La realidad para los ciudadanos es preocupante por la caída en la capacidad de sostener el consumo habitual, que se torna dramática en los sectores mayoritarios de jubilados, clase media baja y baja, que pasan a engrosar las filas de indigentes día tras día. La concentración de la riqueza es manifiesta, la fiesta es para quienes intervienen en la timba financiera –que favorece exponencialmente a algunos y compromete el futuro de las grandes mayorías-, lo cual permite que ocurran hechos casi grotescos, como la radicación de una fábrica de los lujosos automóviles Maserati, mientras unos 3 mil trabajadores de las automotrices instaladas –que fabricaban autos para la clase media-, están en riesgo de ser despedidos.

Nada nuevo bajo el sol.
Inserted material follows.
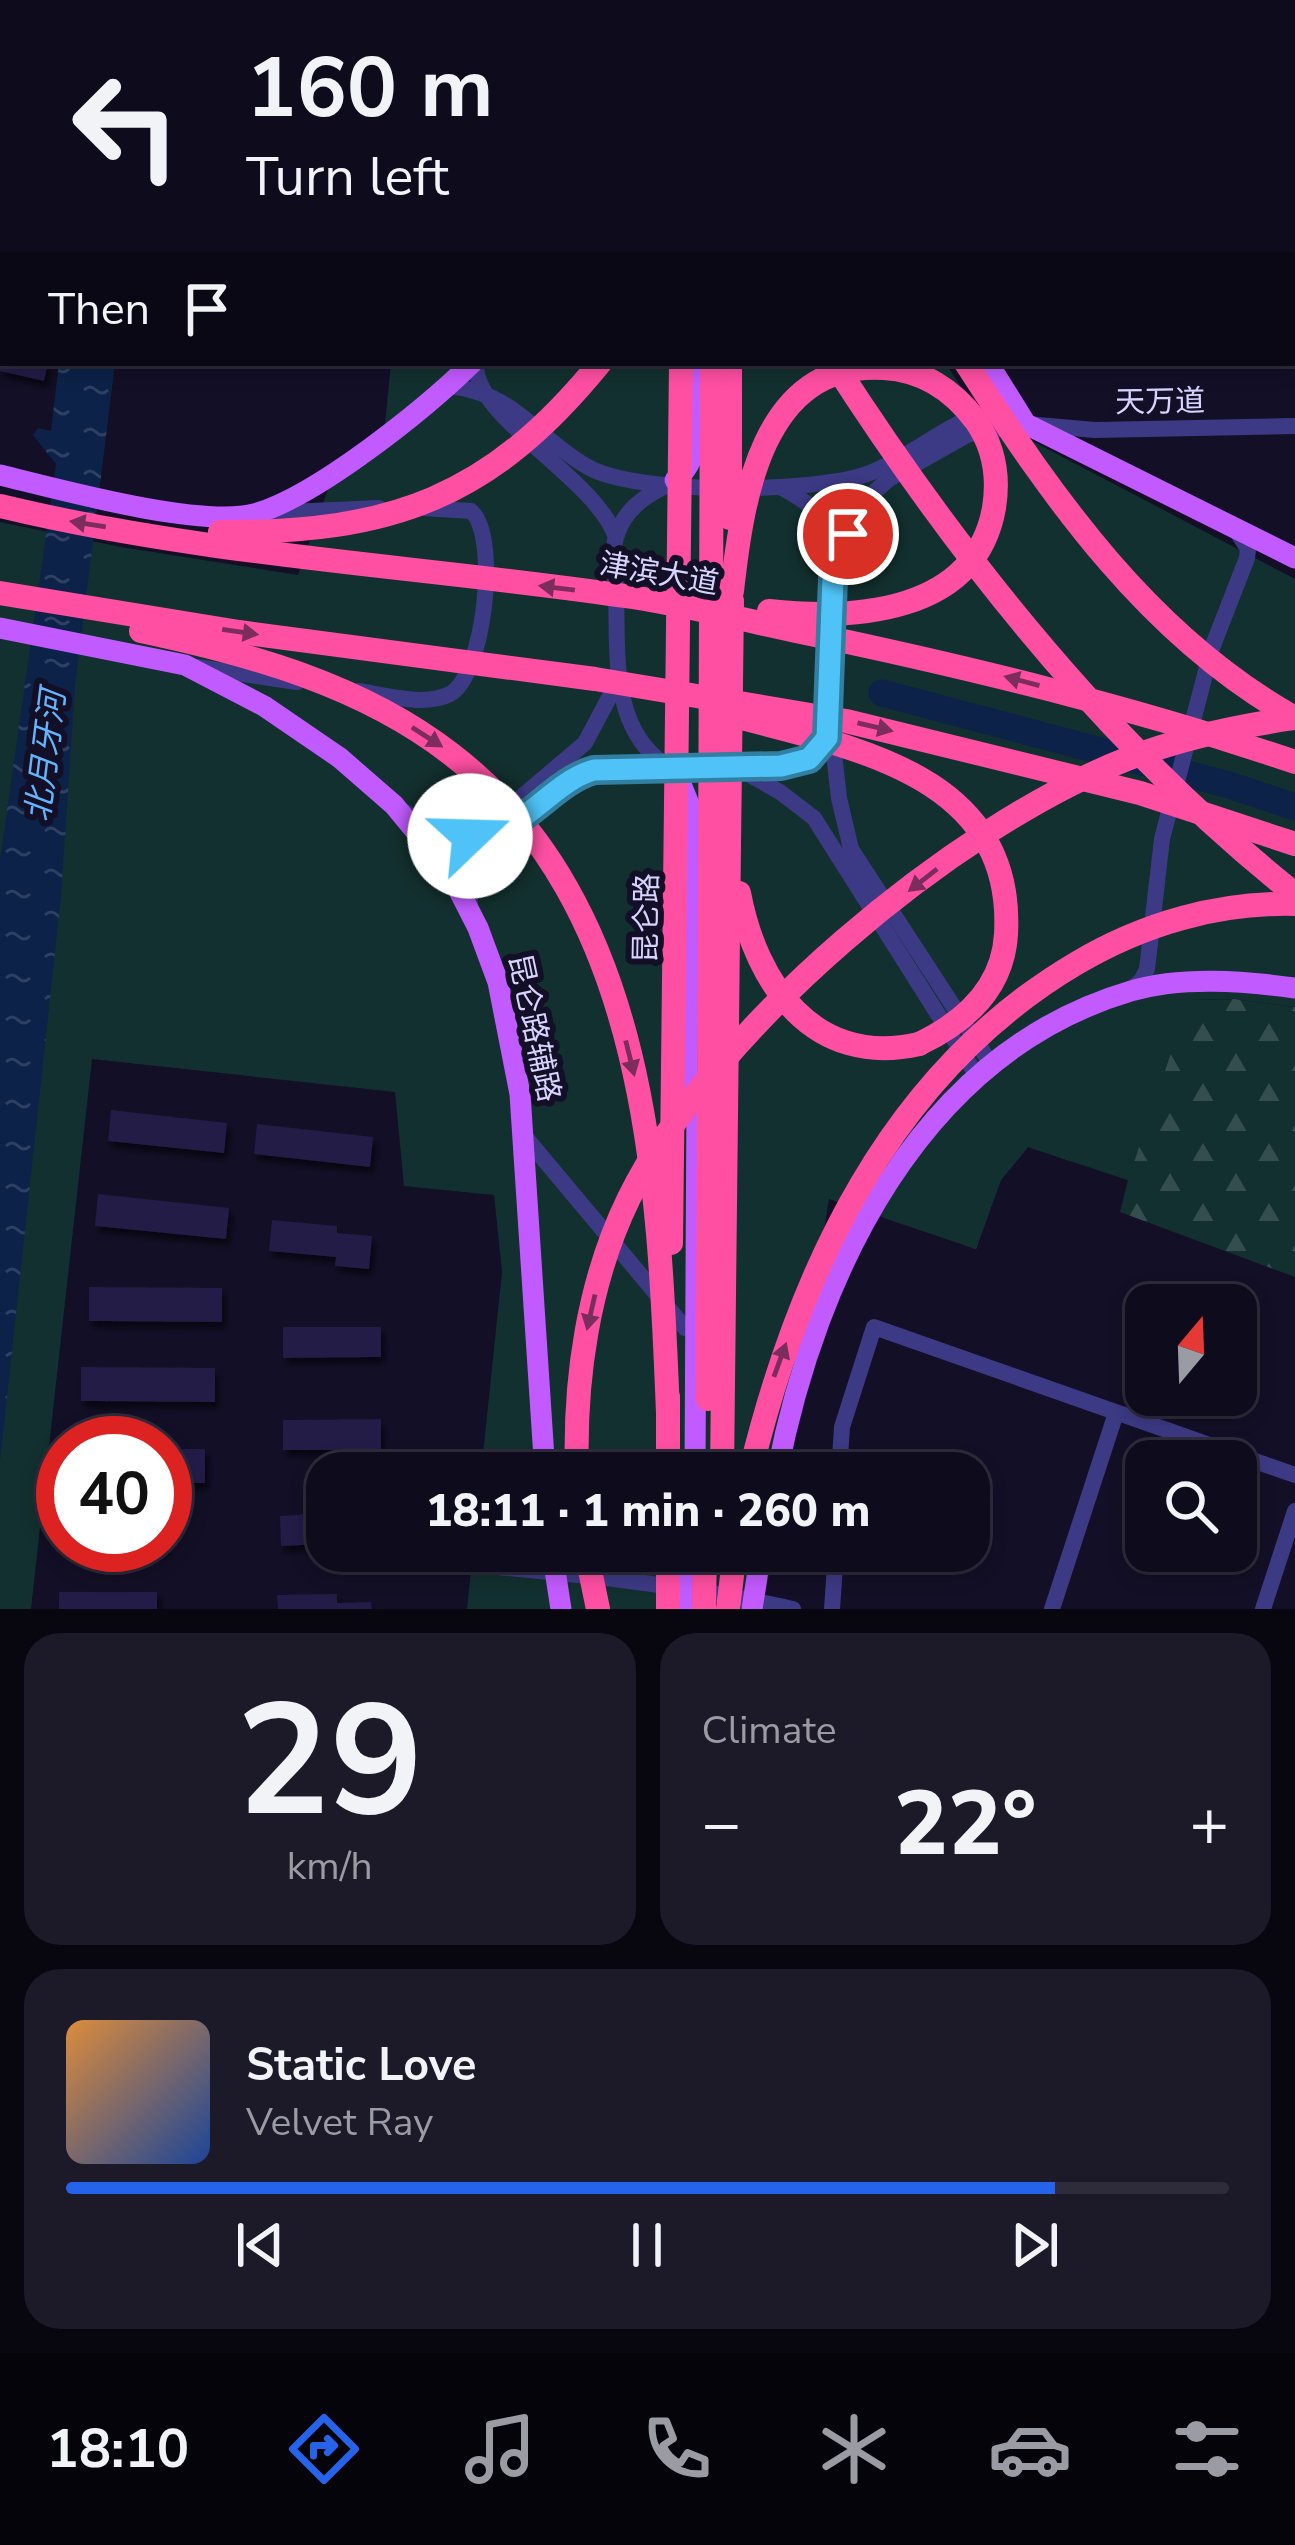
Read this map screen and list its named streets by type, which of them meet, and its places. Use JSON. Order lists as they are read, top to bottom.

La historia se repite reiteradamente por la aplicación de políticas neoliberales, con concentración de riqueza y entrega del patrimonio nacional: Tan parecido al pasado, que no está ausente la represión de las fuerzas de seguridad en manos de la desquiciada Patricia Bullrrich, que pretende hasta impedir el derecho de movilizarse y peticionar, como hizo hoy tratando de evitar la llegada de la gigantesca columna del sur bonaerense a la Plaza de Mayo.

Varios funcionarios expresaron unívocamente que “los paros no resuelven nada” y en eso tienen razón, porque los paros, las huelgas son medidas de protesta de los trabajadores y quienes deben resolver, dar las respuestas son las autoridades, el gobierno del que forman parte.

Empobrecimiento y desocupación; cierre de fábricas, comercios, servicios y pymes; hambre y falta de futuro para las nuevas generaciones, sumado a la represión de la protesta social para impedir su expresión, forman el combo que ofrece el gobierno macrista-radical y es el telón de fondo con el que pretende que su proyecto de Presupuesto, que expresa del principio al final los números del ajuste despiadado, sea aprobado por los legisladores en el Congreso de la Nación.